[[ Material for this exercise, beginning ]]
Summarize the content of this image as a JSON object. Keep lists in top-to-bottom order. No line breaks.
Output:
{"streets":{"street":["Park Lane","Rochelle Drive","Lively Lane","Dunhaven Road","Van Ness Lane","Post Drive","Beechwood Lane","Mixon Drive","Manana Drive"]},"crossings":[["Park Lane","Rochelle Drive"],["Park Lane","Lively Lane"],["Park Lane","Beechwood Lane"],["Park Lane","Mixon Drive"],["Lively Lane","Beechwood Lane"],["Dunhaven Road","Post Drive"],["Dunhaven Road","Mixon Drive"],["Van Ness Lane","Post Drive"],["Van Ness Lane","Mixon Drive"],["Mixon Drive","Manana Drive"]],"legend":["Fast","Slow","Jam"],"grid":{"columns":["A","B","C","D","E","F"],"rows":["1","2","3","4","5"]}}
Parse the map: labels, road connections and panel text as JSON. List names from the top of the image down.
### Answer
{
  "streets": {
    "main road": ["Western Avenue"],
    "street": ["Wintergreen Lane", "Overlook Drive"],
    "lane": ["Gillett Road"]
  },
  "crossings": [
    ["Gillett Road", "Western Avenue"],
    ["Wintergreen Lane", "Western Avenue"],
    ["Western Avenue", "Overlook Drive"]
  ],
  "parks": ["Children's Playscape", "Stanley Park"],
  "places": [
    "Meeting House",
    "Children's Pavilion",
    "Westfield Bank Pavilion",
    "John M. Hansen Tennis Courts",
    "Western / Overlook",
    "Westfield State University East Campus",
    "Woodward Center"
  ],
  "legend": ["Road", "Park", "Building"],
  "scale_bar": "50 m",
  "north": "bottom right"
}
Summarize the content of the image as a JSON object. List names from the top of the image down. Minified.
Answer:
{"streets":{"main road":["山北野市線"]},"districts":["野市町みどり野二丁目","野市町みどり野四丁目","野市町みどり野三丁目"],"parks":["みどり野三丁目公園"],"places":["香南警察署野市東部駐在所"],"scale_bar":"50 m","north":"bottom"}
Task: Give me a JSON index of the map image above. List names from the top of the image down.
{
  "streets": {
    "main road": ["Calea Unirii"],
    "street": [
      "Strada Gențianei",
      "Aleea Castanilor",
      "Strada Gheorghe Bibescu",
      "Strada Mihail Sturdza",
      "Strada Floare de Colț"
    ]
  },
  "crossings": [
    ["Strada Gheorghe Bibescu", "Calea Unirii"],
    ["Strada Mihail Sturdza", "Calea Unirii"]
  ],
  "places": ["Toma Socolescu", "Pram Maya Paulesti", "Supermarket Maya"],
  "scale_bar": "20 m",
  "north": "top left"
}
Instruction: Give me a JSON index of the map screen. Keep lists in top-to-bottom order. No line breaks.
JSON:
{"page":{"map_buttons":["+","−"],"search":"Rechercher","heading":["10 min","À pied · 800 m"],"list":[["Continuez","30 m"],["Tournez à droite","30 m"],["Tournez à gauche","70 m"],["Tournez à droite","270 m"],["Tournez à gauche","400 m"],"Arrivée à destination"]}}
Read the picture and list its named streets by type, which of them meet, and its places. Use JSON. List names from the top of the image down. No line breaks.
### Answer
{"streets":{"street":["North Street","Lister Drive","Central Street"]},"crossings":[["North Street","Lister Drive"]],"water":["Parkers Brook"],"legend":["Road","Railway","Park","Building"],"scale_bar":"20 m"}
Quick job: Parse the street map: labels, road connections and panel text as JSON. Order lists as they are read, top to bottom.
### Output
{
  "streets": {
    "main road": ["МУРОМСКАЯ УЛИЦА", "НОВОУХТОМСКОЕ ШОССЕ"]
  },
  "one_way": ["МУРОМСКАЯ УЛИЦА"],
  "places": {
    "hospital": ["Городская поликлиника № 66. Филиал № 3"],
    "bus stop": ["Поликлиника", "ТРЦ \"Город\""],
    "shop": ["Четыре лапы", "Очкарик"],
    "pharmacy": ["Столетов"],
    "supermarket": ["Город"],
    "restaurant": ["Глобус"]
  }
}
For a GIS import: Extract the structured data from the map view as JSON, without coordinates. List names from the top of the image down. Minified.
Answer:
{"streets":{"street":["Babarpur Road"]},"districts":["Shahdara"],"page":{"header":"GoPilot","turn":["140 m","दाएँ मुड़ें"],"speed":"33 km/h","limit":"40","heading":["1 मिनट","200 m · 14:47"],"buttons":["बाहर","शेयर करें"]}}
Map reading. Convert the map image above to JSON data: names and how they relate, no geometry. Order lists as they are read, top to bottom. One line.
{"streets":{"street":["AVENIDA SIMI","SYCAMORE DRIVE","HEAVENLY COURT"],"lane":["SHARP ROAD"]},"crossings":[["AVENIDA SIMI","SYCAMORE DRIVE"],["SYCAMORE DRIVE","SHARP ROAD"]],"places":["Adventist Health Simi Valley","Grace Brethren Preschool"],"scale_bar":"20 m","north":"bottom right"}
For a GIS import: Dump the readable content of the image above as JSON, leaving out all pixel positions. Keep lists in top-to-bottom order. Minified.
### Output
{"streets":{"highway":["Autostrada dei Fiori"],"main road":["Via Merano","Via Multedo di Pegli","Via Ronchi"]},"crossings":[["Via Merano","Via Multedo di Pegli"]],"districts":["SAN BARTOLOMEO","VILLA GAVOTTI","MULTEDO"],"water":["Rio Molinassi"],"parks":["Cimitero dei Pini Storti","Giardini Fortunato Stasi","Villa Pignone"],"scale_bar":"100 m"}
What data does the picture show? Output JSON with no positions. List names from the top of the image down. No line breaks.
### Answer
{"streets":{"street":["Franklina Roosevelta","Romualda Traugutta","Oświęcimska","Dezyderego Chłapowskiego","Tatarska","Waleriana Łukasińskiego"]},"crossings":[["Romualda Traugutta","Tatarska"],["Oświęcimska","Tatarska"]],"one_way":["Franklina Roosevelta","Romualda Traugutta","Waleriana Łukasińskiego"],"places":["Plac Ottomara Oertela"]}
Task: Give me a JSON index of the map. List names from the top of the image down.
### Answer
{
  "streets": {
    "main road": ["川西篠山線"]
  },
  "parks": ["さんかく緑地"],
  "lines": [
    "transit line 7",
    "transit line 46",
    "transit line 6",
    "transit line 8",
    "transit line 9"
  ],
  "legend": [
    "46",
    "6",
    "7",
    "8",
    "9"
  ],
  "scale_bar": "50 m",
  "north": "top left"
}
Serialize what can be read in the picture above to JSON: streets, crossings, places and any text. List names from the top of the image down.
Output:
[[ Material for this exercise, end ]]
## What is being asked
Quote exactly what appears from the line containing "Serialize what can" through the final line of the listing above, including both of those lines.

## Task solution
Serialize what can be read in the picture above to JSON: streets, crossings, places and any text. List names from the top of the image down.
Output:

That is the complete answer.